§ **EXERCISE DATA**:

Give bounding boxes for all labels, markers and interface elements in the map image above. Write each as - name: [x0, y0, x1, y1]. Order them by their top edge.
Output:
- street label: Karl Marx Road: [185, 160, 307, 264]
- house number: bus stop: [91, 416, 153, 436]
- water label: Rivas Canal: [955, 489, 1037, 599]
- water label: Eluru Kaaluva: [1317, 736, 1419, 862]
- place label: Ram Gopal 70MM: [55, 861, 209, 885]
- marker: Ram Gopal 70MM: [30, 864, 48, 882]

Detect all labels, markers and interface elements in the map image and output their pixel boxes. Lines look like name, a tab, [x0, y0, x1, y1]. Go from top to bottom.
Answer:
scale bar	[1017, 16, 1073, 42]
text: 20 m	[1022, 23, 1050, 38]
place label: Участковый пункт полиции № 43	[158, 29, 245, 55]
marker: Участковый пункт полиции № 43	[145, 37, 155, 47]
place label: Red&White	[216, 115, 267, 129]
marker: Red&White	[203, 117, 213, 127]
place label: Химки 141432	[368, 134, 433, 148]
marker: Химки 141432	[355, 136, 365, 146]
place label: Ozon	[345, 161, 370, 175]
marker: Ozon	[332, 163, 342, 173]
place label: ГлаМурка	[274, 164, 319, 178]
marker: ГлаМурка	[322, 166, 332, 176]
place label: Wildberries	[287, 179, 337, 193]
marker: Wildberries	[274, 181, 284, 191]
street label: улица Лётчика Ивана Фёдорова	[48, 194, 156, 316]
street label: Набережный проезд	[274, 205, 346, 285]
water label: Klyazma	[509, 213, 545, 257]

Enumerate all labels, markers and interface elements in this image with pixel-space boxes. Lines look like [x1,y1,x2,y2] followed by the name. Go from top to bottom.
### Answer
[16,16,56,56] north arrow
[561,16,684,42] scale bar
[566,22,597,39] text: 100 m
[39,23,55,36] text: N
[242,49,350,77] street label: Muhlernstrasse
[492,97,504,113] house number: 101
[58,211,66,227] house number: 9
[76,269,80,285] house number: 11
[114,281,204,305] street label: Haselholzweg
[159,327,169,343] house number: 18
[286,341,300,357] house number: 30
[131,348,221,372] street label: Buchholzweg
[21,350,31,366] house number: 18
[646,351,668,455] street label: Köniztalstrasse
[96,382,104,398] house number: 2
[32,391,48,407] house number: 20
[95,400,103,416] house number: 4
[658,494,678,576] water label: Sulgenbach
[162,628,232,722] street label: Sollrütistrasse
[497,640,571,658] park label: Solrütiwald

§ **GOAL OF THE EXERCISE**: The full listing should be duplicated exactly, line by line.

§ **REPLY**:
Give bounding boxes for all labels, markers and interface elements in the map image above. Write each as - name: [x0, y0, x1, y1]. Order them by their top edge.
Output:
- street label: Karl Marx Road: [185, 160, 307, 264]
- house number: bus stop: [91, 416, 153, 436]
- water label: Rivas Canal: [955, 489, 1037, 599]
- water label: Eluru Kaaluva: [1317, 736, 1419, 862]
- place label: Ram Gopal 70MM: [55, 861, 209, 885]
- marker: Ram Gopal 70MM: [30, 864, 48, 882]

Detect all labels, markers and interface elements in the map image and output their pixel boxes. Lines look like name, a tab, [x0, y0, x1, y1]. Go from top to bottom.
Answer:
scale bar	[1017, 16, 1073, 42]
text: 20 m	[1022, 23, 1050, 38]
place label: Участковый пункт полиции № 43	[158, 29, 245, 55]
marker: Участковый пункт полиции № 43	[145, 37, 155, 47]
place label: Red&White	[216, 115, 267, 129]
marker: Red&White	[203, 117, 213, 127]
place label: Химки 141432	[368, 134, 433, 148]
marker: Химки 141432	[355, 136, 365, 146]
place label: Ozon	[345, 161, 370, 175]
marker: Ozon	[332, 163, 342, 173]
place label: ГлаМурка	[274, 164, 319, 178]
marker: ГлаМурка	[322, 166, 332, 176]
place label: Wildberries	[287, 179, 337, 193]
marker: Wildberries	[274, 181, 284, 191]
street label: улица Лётчика Ивана Фёдорова	[48, 194, 156, 316]
street label: Набережный проезд	[274, 205, 346, 285]
water label: Klyazma	[509, 213, 545, 257]

Enumerate all labels, markers and interface elements in this image with pixel-space boxes. Lines look like [x1,y1,x2,y2] followed by the name. Go from top to bottom.
### Answer
[16,16,56,56] north arrow
[561,16,684,42] scale bar
[566,22,597,39] text: 100 m
[39,23,55,36] text: N
[242,49,350,77] street label: Muhlernstrasse
[492,97,504,113] house number: 101
[58,211,66,227] house number: 9
[76,269,80,285] house number: 11
[114,281,204,305] street label: Haselholzweg
[159,327,169,343] house number: 18
[286,341,300,357] house number: 30
[131,348,221,372] street label: Buchholzweg
[21,350,31,366] house number: 18
[646,351,668,455] street label: Köniztalstrasse
[96,382,104,398] house number: 2
[32,391,48,407] house number: 20
[95,400,103,416] house number: 4
[658,494,678,576] water label: Sulgenbach
[162,628,232,722] street label: Sollrütistrasse
[497,640,571,658] park label: Solrütiwald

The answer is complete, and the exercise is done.